Johannesburg, South Africa
Robert Satloff writes:
Herbert Rosenblum is on the mark. In an unseemly chapter of the war, vanquished Vichy French governors of North Africa were permitted to maintain their anti-Semitic policies under the gaze of thousands of U.S. and British troops who had come ashore in Operation Torch in November 1942. Convinced (without proof) by the French that a too-hasty change in the local status quo would trigger violent opposition from millions of North African Muslims, American generals and their political advisers struck an agreement—dubbed the “Darlan deal,” after the ranking Vichy officer in the area, Admiral Jean-François Darlan—that gave free access through the region to U.S. and Allied troops, but little else.
As a result, local Jews continued to be shorn of their property by confiscatory laws, to be forced into underground schools by quotas even more extreme than those in metropolitan France, and to be tortured in Vichy French slave-labor camps. While I was unable to delve into this topic in my article, I do plan to examine it in a larger work now under way.

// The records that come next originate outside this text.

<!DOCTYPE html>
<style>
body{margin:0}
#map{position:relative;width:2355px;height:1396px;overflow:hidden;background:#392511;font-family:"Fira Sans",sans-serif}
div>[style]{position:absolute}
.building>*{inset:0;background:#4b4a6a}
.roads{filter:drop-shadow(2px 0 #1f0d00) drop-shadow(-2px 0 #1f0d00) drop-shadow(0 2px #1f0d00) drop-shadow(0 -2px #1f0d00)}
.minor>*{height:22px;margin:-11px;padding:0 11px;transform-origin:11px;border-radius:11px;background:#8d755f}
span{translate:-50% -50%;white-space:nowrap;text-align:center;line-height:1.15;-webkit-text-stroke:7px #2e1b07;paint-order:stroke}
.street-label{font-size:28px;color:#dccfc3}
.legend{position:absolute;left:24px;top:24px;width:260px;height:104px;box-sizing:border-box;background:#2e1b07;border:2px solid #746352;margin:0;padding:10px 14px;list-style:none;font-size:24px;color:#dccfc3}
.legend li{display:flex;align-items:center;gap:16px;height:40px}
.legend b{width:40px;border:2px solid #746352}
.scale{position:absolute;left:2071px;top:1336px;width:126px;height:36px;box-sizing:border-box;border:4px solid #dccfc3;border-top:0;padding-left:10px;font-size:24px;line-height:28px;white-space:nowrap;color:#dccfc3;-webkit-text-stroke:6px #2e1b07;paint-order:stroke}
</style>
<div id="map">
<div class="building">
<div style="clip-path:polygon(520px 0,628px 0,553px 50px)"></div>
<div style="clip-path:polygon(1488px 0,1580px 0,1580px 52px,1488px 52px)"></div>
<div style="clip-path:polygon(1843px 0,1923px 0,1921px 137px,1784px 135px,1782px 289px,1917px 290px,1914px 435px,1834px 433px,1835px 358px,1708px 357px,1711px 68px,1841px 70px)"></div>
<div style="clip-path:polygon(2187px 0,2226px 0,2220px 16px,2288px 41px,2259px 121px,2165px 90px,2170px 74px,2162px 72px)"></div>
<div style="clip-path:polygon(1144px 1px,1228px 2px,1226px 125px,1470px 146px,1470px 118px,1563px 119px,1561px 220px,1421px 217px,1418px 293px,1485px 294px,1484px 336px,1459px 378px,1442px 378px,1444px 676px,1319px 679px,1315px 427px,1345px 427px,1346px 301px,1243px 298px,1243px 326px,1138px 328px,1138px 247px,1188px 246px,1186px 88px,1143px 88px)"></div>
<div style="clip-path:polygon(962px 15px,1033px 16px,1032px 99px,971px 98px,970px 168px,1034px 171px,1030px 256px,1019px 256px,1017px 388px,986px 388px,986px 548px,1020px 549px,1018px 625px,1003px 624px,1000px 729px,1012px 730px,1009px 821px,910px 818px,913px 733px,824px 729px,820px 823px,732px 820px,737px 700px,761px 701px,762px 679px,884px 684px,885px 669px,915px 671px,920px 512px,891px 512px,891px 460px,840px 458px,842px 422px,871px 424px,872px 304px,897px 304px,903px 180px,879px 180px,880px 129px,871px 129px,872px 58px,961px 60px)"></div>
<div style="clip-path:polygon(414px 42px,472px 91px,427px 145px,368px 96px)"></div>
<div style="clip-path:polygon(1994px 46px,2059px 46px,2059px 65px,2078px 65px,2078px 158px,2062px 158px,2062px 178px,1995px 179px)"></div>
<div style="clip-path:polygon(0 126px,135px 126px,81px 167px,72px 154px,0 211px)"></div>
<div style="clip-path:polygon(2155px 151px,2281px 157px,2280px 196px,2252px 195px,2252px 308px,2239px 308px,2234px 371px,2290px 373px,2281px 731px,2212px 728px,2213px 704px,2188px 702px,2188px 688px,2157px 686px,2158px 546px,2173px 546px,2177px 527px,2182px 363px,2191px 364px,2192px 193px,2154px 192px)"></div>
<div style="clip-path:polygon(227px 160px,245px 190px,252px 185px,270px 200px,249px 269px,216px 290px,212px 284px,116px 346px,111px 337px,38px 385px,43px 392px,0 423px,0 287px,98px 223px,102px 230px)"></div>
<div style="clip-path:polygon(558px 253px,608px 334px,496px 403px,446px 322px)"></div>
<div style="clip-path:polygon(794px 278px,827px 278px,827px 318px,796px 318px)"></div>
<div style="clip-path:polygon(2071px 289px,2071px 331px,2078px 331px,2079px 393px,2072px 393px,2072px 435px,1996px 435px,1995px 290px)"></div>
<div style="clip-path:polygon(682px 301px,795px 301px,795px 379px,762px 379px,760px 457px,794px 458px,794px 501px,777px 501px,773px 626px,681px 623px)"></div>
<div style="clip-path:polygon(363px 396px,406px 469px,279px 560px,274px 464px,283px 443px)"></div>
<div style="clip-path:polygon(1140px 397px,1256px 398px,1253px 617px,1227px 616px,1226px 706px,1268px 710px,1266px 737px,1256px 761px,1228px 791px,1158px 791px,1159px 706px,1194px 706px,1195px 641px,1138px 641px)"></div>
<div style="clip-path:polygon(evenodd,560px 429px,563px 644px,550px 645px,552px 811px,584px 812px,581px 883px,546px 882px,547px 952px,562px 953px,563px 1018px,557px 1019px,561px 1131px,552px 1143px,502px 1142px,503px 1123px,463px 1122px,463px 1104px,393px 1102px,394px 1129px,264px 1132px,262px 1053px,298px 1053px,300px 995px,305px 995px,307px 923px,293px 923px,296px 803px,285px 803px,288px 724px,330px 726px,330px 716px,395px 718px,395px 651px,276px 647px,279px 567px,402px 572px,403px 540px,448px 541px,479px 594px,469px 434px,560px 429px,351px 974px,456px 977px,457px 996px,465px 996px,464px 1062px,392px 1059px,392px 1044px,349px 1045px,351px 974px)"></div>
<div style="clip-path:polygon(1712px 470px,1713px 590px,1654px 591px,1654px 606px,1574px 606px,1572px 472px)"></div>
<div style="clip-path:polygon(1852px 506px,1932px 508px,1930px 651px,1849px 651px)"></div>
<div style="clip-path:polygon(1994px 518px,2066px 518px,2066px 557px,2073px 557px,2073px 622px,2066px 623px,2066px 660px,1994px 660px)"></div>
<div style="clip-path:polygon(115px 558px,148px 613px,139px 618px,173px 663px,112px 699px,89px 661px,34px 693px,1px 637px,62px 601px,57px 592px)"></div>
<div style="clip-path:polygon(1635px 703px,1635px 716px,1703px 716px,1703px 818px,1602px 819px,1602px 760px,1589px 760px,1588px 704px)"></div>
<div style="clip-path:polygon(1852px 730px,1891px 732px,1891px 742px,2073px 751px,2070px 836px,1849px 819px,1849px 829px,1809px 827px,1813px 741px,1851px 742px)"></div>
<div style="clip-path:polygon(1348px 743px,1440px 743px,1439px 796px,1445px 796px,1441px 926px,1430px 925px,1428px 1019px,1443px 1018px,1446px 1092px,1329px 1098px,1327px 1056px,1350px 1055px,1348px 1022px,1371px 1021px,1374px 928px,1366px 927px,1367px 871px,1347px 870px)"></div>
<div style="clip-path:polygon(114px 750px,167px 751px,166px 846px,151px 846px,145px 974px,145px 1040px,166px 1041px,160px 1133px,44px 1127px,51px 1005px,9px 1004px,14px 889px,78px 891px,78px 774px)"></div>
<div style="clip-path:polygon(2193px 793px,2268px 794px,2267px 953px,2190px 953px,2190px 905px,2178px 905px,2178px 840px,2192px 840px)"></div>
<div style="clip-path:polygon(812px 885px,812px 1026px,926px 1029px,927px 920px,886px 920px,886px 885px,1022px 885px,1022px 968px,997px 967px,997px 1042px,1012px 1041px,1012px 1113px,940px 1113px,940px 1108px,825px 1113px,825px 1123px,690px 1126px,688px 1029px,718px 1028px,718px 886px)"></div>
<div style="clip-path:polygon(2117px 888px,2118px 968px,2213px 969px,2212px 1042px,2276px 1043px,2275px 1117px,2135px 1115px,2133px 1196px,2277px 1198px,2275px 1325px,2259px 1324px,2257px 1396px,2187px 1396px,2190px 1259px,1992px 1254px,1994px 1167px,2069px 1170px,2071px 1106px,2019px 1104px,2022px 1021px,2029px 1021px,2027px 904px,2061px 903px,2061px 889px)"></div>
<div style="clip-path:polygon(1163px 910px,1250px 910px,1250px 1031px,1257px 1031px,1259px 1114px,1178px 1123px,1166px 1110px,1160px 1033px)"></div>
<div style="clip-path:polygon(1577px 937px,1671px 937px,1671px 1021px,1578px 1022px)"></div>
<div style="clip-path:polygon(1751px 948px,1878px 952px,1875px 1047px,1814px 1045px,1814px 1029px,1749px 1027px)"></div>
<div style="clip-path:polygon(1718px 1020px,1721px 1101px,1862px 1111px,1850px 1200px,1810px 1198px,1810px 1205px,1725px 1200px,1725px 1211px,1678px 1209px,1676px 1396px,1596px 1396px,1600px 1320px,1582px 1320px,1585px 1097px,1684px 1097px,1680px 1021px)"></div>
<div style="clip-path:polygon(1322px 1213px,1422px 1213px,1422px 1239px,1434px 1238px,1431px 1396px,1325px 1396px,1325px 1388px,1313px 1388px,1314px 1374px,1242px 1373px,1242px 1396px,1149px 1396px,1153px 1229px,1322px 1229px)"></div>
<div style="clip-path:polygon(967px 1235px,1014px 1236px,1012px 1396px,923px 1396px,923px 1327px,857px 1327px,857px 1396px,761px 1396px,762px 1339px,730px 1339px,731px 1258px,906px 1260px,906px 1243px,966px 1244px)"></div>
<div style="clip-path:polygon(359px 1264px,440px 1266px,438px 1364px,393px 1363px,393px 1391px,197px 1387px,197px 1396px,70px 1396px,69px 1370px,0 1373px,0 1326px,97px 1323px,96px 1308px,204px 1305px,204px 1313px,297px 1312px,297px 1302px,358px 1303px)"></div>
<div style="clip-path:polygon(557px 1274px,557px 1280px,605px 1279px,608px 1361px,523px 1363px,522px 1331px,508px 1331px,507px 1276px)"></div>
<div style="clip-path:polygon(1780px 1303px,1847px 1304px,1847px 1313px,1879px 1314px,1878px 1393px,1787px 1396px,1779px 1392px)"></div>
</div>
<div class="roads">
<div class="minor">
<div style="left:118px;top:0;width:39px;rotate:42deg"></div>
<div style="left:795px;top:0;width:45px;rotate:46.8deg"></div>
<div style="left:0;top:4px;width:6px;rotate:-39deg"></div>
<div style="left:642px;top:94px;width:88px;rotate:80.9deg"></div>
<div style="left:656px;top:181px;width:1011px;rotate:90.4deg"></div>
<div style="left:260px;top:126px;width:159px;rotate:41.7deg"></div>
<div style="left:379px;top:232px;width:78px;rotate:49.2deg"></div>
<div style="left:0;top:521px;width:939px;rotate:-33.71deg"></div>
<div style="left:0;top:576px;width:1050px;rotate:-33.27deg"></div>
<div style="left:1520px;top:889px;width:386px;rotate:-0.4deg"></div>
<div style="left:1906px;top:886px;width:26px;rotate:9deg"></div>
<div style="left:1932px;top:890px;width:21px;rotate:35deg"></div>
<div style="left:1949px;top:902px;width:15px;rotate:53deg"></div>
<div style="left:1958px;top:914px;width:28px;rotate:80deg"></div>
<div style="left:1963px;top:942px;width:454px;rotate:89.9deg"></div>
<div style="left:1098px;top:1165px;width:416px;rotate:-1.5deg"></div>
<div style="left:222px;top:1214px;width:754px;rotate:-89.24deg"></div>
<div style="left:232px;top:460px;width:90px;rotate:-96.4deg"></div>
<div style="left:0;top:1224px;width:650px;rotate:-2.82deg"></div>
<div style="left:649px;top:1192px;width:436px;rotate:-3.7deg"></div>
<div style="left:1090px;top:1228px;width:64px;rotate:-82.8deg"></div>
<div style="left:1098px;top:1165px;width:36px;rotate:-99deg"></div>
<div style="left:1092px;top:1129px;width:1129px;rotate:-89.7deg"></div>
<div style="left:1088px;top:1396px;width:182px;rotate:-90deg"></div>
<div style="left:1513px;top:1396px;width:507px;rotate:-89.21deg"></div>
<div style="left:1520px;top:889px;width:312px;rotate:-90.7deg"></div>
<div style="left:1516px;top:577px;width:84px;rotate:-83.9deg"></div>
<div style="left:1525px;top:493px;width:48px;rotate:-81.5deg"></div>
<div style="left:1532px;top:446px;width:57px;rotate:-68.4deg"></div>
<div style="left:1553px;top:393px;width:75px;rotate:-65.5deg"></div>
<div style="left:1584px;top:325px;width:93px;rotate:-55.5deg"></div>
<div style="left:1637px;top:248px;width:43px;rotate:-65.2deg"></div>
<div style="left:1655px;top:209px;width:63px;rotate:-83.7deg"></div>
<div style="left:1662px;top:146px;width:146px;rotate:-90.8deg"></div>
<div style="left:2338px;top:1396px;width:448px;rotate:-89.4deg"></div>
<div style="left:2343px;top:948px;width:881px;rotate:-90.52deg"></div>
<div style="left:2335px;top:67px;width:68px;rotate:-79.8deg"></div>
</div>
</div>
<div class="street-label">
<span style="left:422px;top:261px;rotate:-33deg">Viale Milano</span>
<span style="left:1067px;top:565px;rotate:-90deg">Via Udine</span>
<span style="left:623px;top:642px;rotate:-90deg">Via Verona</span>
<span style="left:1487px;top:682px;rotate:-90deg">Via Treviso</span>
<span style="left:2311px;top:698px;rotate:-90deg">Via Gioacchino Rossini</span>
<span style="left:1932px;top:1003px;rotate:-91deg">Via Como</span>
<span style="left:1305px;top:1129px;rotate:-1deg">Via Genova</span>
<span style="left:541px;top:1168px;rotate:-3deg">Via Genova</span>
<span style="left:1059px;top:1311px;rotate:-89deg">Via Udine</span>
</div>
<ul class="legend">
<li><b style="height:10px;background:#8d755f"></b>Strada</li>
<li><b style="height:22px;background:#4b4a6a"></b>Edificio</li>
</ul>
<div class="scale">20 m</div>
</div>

But there is another note. In the finest American tradition, a group of Jewish GI’s who had come ashore in Torch and were moved by the terrible situation of their North African coreligionists organized themselves to lodge a formal protest with Robert Murphy, presidential envoy and chief political adviser to the U.S. forces in Algiers. In his memoirs, A Diplomat among Warriors, Murphy dismisses these soldiers as naifs; as Mr. Rosenblum points out, it was months before political and media outrage forced a change in Allied policy. But the courage of those Jewish GI’s, many of them probably first-generation Americans themselves, should not be forgotten. For two years I have been looking for veterans of that episode but regrettably have come up empty-handed. I have not even succeeded in finding an independent record of their meeting with Murphy. I urge anyone with information to contact me at firstname.lastname@example.org.
As Jack Bloom reminds us, the sordid relationship between Haj Amin al-Husseini and the Nazis has been insufficiently stresssed by some historians. But it is also true that the entire Arab role in the Holocaust has sometimes been falsely equated with the actions of the mufti. As I tried to show in my article, the record was much more mixed than that. There were Arab leaders—including the Bey of Tunis, the Sultan of Morocco, and many of their ministers and governors—who showed kindness and compassion to Jews facing wartime persecution; there were also local Arab leaders willing to sell out the Jews or actively to collaborate with the anti-Jewish programs of the Germans, the French, and the Italians. Without underplaying the story of the mufti, my own interest lies in evaluating that mixed record through an examination of what Arabs did in their own countries, cities, towns, and villages when their Jewish neighbors came under assault.